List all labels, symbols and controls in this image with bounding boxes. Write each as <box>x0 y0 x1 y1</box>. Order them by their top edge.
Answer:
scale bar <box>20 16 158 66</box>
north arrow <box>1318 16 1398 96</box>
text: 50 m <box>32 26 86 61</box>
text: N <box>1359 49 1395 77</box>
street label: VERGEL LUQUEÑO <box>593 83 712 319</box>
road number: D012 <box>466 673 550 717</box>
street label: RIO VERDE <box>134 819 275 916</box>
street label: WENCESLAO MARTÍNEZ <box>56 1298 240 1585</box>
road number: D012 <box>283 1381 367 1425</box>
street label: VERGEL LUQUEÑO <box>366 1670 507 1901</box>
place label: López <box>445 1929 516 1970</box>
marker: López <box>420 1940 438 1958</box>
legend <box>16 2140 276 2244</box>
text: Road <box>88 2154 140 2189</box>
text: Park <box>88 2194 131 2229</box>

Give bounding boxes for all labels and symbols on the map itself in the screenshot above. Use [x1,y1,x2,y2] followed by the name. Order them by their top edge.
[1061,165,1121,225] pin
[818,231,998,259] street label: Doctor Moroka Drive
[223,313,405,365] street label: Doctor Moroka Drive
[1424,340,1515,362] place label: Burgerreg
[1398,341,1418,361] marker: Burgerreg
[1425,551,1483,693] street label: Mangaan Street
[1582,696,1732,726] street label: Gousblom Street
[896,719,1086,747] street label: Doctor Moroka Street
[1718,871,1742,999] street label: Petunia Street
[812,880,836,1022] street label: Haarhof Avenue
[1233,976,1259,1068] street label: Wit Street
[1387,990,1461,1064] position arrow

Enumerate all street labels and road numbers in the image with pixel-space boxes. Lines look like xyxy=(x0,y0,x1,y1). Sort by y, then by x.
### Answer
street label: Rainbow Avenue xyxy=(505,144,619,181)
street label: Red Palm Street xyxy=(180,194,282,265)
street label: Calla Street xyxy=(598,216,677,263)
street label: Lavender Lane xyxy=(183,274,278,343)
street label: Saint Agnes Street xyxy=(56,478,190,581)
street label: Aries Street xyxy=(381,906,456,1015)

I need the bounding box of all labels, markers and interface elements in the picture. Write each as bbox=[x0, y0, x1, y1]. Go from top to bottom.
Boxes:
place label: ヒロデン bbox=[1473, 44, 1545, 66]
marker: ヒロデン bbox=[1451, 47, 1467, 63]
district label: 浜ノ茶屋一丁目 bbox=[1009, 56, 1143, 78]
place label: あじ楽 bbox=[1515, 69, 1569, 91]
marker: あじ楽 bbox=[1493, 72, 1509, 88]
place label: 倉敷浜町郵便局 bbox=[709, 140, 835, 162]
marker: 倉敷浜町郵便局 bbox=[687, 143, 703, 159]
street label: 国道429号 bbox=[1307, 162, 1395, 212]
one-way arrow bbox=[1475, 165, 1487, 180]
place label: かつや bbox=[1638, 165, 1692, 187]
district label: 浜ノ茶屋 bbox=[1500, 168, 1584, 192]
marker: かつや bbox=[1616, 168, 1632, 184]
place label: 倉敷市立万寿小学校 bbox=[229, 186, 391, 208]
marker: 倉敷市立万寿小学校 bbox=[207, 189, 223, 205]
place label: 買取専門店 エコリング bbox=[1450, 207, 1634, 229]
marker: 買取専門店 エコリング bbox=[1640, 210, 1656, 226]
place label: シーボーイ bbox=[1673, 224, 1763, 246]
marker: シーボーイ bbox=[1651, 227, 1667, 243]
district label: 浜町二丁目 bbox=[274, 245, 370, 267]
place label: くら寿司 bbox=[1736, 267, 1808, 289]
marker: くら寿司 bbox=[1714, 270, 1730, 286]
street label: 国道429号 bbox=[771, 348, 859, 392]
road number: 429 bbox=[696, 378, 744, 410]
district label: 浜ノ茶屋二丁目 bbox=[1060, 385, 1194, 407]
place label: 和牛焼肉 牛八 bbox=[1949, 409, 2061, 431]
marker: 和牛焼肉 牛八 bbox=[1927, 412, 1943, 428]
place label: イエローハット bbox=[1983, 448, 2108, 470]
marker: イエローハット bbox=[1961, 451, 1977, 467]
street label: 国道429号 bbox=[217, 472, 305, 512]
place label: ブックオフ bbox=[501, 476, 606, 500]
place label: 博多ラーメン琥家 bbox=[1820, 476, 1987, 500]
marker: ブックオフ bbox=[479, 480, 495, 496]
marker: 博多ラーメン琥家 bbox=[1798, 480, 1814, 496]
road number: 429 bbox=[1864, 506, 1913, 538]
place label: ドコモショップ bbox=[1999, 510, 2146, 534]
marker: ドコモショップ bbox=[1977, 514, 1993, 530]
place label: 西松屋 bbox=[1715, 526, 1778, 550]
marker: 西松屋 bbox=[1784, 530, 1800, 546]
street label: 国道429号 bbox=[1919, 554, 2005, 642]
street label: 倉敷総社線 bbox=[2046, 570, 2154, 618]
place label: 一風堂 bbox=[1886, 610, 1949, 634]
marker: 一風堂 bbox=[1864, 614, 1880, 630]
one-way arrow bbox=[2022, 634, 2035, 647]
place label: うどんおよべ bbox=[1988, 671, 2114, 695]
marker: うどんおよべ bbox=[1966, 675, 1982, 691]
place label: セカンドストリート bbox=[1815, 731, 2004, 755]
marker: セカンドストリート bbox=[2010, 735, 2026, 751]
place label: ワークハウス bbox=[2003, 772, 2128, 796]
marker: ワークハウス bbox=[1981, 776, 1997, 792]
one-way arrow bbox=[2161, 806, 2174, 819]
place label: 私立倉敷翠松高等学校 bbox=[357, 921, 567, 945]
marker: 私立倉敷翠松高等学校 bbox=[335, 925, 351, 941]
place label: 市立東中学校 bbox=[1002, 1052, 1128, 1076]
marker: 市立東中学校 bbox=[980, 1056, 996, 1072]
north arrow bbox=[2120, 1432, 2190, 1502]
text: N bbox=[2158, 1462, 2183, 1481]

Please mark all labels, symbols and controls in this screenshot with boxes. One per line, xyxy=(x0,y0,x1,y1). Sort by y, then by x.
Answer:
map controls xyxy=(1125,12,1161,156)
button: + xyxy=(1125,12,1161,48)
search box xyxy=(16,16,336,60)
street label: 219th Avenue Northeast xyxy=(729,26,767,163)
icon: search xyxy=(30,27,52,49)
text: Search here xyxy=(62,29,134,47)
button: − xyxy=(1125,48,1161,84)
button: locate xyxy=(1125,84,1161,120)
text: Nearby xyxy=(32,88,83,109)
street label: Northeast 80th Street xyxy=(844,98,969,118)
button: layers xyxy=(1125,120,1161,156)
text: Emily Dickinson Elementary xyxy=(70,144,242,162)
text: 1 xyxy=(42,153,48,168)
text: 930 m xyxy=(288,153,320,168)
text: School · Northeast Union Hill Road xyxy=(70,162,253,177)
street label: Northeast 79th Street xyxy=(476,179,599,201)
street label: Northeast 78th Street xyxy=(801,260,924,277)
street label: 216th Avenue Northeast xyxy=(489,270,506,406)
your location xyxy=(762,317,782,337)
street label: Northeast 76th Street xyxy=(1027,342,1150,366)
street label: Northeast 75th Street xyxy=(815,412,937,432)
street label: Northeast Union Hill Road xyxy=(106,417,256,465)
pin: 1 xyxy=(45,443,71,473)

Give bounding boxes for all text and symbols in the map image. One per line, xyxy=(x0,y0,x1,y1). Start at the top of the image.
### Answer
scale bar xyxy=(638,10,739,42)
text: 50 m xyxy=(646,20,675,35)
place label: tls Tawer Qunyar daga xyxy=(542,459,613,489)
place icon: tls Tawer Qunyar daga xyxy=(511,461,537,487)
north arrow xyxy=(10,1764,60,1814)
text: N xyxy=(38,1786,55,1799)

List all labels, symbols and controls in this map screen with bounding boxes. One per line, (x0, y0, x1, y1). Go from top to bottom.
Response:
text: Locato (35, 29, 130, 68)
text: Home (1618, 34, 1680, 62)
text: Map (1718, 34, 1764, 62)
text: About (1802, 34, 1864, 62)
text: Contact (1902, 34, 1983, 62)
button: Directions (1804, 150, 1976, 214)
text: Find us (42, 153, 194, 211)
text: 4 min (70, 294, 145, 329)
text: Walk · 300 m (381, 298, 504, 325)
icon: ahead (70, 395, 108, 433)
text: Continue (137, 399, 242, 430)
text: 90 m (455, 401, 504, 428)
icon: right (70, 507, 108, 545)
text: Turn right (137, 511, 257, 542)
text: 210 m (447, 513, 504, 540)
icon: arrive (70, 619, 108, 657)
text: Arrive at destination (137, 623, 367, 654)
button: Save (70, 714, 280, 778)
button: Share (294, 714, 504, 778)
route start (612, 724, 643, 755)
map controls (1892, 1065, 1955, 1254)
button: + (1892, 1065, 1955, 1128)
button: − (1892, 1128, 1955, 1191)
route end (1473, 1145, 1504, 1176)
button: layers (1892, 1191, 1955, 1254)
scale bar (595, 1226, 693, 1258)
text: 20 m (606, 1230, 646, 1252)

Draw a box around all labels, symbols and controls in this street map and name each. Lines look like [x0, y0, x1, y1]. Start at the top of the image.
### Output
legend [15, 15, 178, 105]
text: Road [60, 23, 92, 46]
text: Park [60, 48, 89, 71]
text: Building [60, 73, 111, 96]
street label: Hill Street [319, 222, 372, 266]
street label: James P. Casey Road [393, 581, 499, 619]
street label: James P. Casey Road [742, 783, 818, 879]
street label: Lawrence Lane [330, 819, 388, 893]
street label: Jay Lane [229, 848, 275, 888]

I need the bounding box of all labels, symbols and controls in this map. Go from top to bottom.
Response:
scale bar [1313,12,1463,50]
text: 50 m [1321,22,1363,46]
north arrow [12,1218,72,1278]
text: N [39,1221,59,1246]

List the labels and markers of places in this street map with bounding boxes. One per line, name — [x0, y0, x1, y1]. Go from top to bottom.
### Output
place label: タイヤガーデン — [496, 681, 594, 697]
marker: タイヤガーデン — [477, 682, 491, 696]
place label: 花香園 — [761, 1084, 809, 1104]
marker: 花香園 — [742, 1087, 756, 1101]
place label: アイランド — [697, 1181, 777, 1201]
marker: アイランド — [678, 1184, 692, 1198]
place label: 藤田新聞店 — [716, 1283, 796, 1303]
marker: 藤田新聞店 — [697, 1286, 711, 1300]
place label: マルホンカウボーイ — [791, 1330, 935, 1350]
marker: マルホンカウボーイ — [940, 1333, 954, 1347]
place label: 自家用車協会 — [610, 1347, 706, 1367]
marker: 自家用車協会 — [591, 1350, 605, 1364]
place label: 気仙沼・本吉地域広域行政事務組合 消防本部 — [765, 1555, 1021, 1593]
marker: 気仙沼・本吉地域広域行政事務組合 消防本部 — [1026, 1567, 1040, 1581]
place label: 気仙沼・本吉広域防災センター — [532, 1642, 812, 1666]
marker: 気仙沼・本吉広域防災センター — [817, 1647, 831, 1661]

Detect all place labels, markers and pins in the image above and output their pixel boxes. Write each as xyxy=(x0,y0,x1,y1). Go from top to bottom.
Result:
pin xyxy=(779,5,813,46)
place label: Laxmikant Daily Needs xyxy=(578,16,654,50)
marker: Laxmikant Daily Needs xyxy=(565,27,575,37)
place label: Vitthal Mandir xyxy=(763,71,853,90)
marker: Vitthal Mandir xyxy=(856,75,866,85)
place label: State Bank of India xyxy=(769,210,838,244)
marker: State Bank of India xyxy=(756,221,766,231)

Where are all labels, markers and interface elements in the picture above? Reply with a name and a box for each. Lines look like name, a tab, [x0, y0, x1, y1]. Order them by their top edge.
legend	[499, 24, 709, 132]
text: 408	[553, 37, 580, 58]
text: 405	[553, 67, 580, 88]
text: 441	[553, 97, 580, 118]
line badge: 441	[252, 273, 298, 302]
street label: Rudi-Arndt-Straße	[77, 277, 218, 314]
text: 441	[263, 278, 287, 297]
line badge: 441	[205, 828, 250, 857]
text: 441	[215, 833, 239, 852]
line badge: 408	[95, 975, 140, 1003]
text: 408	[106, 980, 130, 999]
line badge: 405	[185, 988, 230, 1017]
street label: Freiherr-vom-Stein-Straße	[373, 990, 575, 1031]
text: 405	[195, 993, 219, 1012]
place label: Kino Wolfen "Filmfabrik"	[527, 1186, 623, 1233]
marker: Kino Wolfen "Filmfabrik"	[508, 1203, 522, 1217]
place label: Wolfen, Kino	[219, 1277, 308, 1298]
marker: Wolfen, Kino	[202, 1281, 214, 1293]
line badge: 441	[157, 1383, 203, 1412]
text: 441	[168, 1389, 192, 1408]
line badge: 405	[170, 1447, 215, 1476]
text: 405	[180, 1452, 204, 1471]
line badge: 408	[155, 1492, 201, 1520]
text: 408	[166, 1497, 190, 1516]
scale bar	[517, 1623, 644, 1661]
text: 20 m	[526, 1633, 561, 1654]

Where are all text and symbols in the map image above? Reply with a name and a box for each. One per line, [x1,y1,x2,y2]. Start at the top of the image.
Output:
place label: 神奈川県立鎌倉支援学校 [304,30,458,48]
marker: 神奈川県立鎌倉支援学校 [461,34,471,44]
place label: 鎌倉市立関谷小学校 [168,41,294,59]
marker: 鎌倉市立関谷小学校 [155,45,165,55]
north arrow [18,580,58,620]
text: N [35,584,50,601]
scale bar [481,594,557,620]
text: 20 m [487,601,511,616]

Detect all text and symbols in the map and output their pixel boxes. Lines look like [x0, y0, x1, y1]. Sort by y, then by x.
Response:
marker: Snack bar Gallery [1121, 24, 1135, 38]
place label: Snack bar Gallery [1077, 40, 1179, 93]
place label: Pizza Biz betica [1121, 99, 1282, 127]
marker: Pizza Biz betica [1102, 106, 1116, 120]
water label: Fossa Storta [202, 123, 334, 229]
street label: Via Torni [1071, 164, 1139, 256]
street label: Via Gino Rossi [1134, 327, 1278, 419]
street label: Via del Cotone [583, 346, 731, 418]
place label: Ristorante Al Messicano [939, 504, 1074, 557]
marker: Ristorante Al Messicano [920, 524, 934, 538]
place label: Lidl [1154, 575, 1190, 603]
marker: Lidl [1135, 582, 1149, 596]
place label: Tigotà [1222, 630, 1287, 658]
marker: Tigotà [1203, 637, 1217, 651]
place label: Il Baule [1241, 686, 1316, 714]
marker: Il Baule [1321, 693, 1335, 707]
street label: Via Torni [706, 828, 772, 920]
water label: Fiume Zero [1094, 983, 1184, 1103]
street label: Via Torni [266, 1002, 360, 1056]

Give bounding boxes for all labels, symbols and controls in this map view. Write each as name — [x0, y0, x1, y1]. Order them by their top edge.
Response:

==========

* **Exercise instructions**
Find and copy each line in the material above where the string "Sort" occurs.

* **Answer box**
Enumerate all street labels and road numbers in the image with pixel-space boxes. Lines look like xyxy=(x0,y0,x1,y1). Sort by y, then by x.
Please mark all labels, symbols and controls in this screenshot with boxes. One per line, xyxy=(x0,y0,x1,y1). Sort by y, then by x.
Detect all text and symbols in the map and output their pixel boxes. Lines look like [x0, y0, x1, y1]. Sort by y, then by x.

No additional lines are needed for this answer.